Rivendicarne il carattere pubblico contro le oligarchie proprietarie è alla base del conflitto contemporaneo. Naturalmente, stando alle considerazioni di Francesco Grillo dell’università di Oxford, questa volta –rispetto al passato-  c’è un surplus: dall’Internet dei computer, a quello delle cose, alla mostruosa rete of beings: gli esseri umani agenti di connessione permanente. Nella sua efficace introduzione Soro ha denunciato il fenomeno: “Il corpo diviene una password che rende accessibile a chiunque la nostra identità più remota; la fisicità è ridotta a superficie di scrittura di un’identità indifesa”. La nostra identità digitale è carpita e “performata” da fonti che non controlla nessuno, tanto meno una politica flebile e disattenta. È stato evocato l’urlo premonitore di Derrick de Kerckhove sull’inconscio digitale, inascoltato tanti anni fa.

I grandi gruppi sovranazionali hanno usato i giochi per bambini come cavallo di Troia. Se ne è discusso in uno dei panel, dove è intervenuta la segretaria di “Altroconsumo” Luisa Crisigiovanni, che ha sciorinato numeri da shock: 31 miliardi di dispositivi collegati entro il 2020, 75 nel 2025. Fleischner ha rincarato la dose parlando della Cina. Facebook o Google fanno apparire gratuiti servizi in cui il “profitto” è costituito dai nostri corpi-sudditi.

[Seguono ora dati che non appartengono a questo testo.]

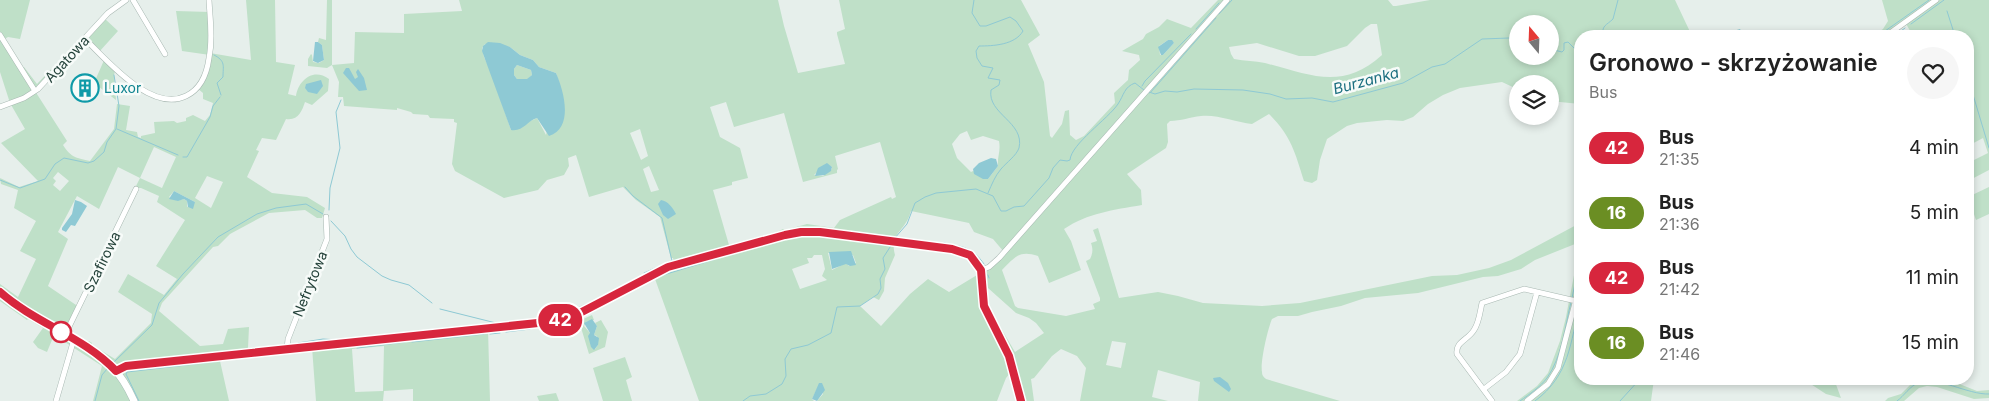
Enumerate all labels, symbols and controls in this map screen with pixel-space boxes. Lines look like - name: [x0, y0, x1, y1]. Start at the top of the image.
- north arrow: [1509, 15, 1559, 65]
- map controls: [1509, 15, 1559, 125]
- street label: Agatowa: [41, 32, 93, 86]
- button: heart: [1907, 47, 1959, 99]
- text: Gronowo - skrzyżowanie: [1589, 48, 1878, 77]
- water label: Burzanka: [1331, 63, 1401, 98]
- building icon: Luxor: [70, 73, 100, 103]
- button: layers: [1509, 75, 1559, 125]
- place label: Luxor: [104, 79, 141, 96]
- text: Bus: [1589, 82, 1617, 102]
- text: Bus: [1659, 126, 1694, 149]
- text: 4 min: [1909, 136, 1959, 159]
- text: 42: [1605, 137, 1628, 158]
- text: 21:35: [1659, 149, 1699, 169]
- text: Bus: [1659, 191, 1694, 214]
- text: 5 min: [1910, 201, 1959, 224]
- text: 16: [1607, 202, 1626, 223]
- text: 21:36: [1659, 214, 1700, 234]
- street label: Szafirowa: [80, 229, 124, 295]
- street label: Nefrytowa: [289, 248, 330, 319]
- text: Bus: [1659, 256, 1694, 279]
- text: 11 min: [1906, 266, 1959, 289]
- text: 42: [1605, 267, 1628, 288]
- text: 21:42: [1659, 279, 1700, 299]
- line badge: 42: [538, 304, 582, 336]
- text: 42: [548, 309, 572, 330]
- unlabelled marker: [50, 321, 72, 343]
- text: Bus: [1659, 321, 1694, 344]
- text: 15 min: [1902, 331, 1959, 354]
- text: 16: [1607, 332, 1626, 353]
- text: 21:46: [1659, 344, 1700, 364]

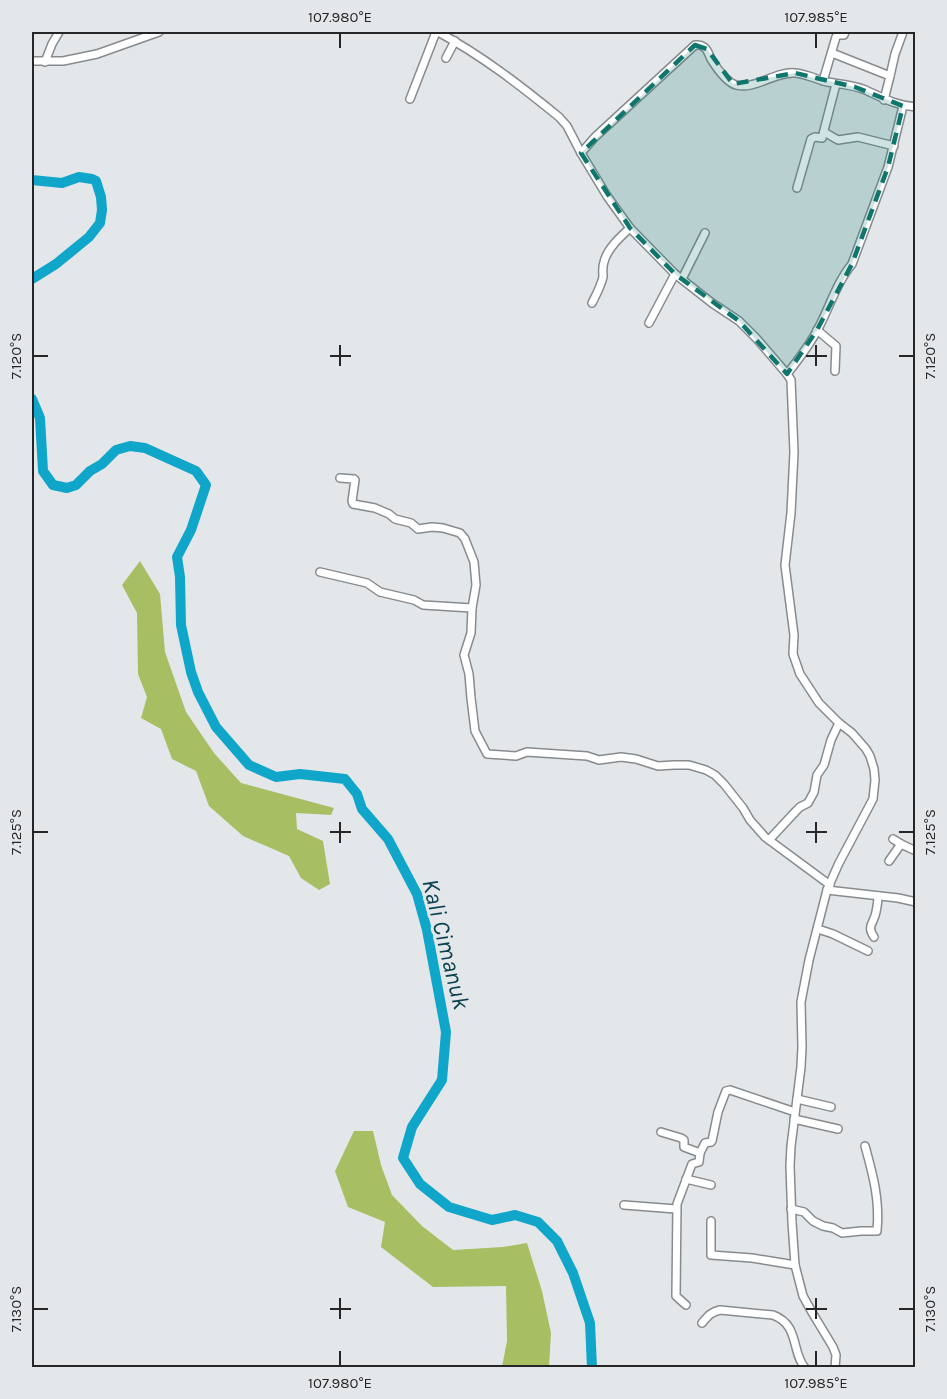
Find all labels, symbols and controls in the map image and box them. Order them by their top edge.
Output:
text: 107.980°E [308,8,372,26]
text: 107.985°E [784,8,848,26]
text: 7.120°S [7,333,25,379]
text: 7.120°S [921,333,939,379]
text: 7.125°S [7,809,25,855]
text: 7.125°S [921,809,939,855]
water label: Kali Cimanuk [416,876,476,1013]
text: 7.130°S [7,1286,25,1332]
text: 7.130°S [921,1286,939,1332]
text: 107.980°E [308,1374,372,1392]
text: 107.985°E [784,1374,848,1392]

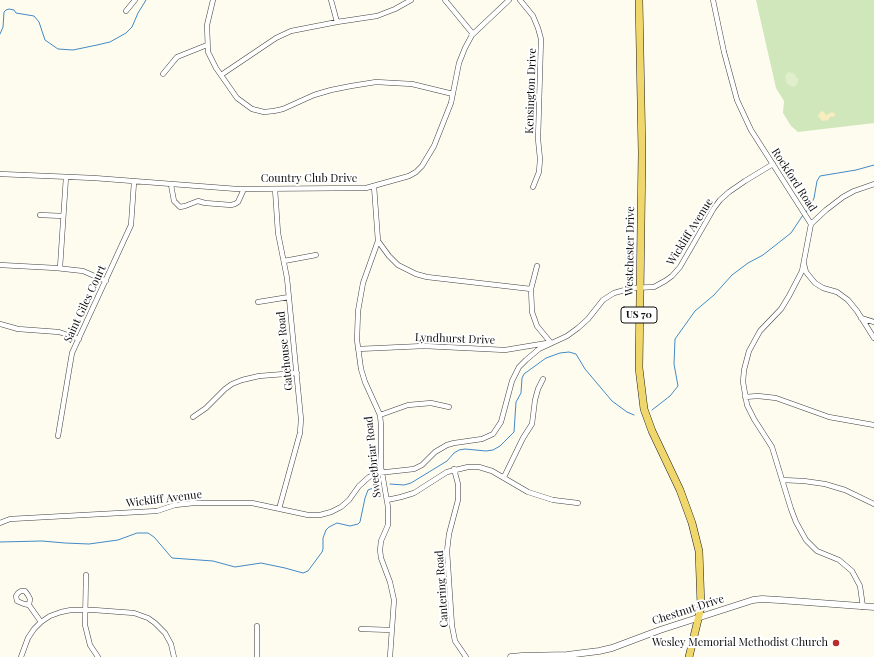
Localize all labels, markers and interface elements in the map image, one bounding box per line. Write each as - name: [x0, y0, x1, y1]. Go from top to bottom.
- street label: Kensington Drive: [523, 48, 539, 134]
- street label: Rockford Road: [769, 146, 819, 214]
- street label: Country Club Drive: [261, 172, 357, 186]
- street label: Wickliff Avenue: [664, 196, 716, 268]
- street label: Westchester Drive: [623, 206, 637, 296]
- street label: Saint Giles Court: [61, 263, 109, 345]
- road number: US 70: [621, 307, 657, 323]
- street label: Gatehouse Road: [274, 311, 296, 391]
- street label: Lyndhurst Drive: [415, 331, 495, 347]
- street label: Sweetbriar Road: [362, 416, 384, 498]
- street label: Wickliff Avenue: [125, 488, 203, 510]
- street label: Cantering Road: [433, 550, 451, 628]
- street label: Chestnut Drive: [650, 592, 726, 628]
- place label: Wesley Memorial Methodist Church: [652, 636, 828, 650]
- marker: Wesley Memorial Methodist Church: [831, 638, 841, 648]

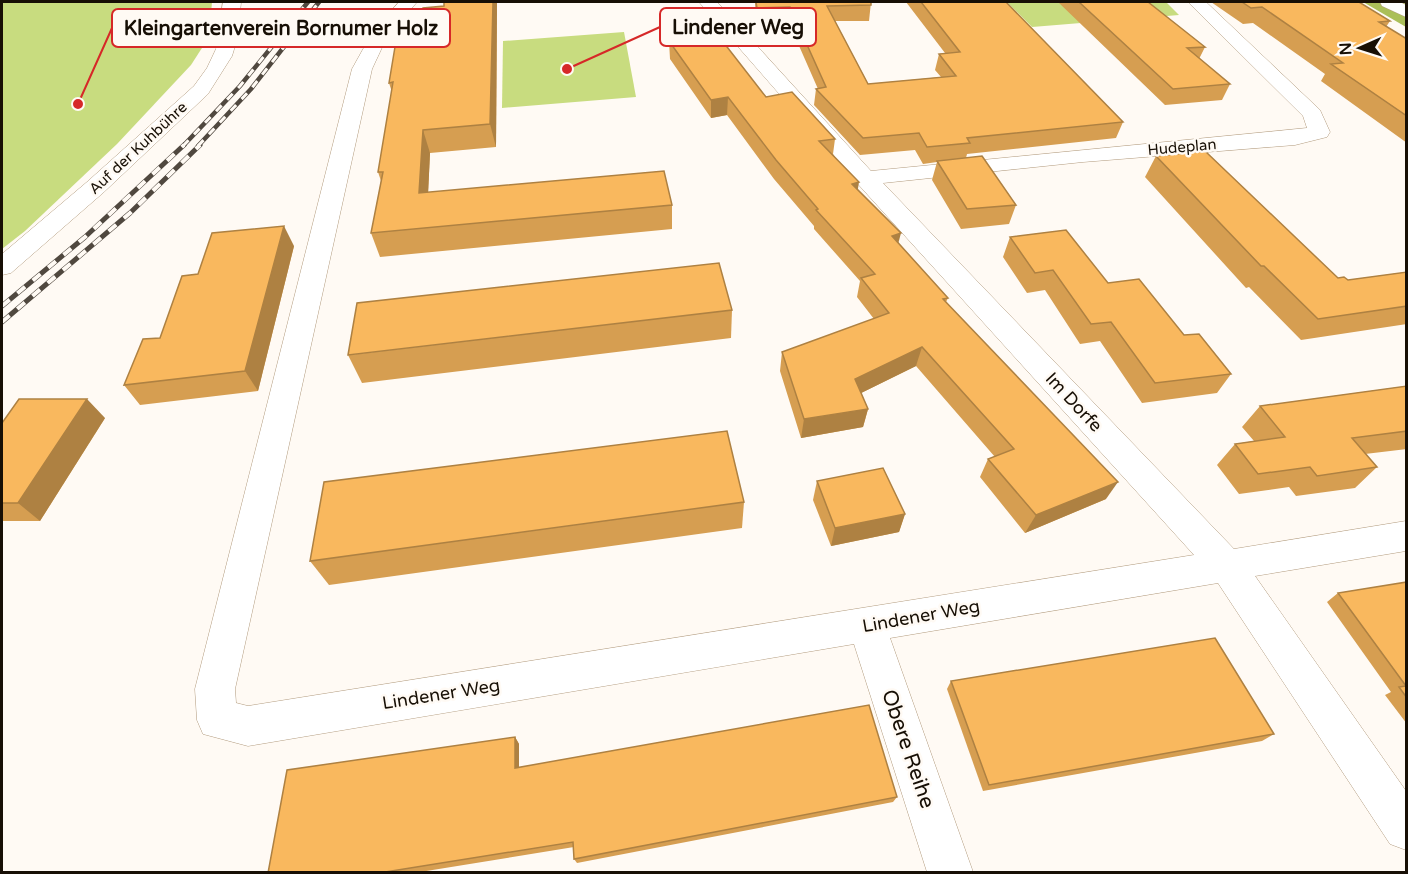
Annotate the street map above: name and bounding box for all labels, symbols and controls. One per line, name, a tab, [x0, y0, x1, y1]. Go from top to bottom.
callout: Lindener Weg	[660, 8, 816, 46]
callout: Kleingartenverein Bornumer Holz	[112, 9, 450, 47]
text: Lindener Weg	[672, 16, 804, 40]
text: Kleingartenverein Bornumer Holz	[124, 17, 438, 41]
north arrow	[1330, 18, 1390, 78]
text: N	[1336, 42, 1356, 56]
street label: Auf der Kuhbühre	[85, 98, 191, 198]
street label: Hudeplan	[1147, 135, 1217, 159]
street label: Im Dorfe	[1041, 368, 1107, 436]
street label: Lindener Weg	[860, 595, 982, 637]
street label: Lindener Weg	[381, 674, 501, 714]
street label: Obere Reihe	[876, 686, 940, 812]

E se ne vedranno delle belle con gli influencer. Soro ne ha parlato, sottolineando il carattere mai neutrale degli algoritmi, con il passaggio dalla “guerra ibrida all’iperguerra informatica”. Tra l’altro, il 91% degli utenti neanche legge le disposizioni sulla privacy usando le diverse piattaforme.

A maggio entrerà in vigore il Regolamento europeo sull’argomento, varato lo sorso anno. In Italia siamo fermi alle pur preziose norme del 1996 e del 2003, nonché alle intuizioni di Stefano Rodotà. Senza cacciar farfalle, un aggiornamento normativo è d’obbligo ed altrettanto doveroso è il potenziamento della struttura del Garante, che si merita di salire più in alto nella classifica delle Autorità. La tutela della riservatezza oggi è tutt’altra faccenda. E’ il tessuto nervoso della post-democrazia.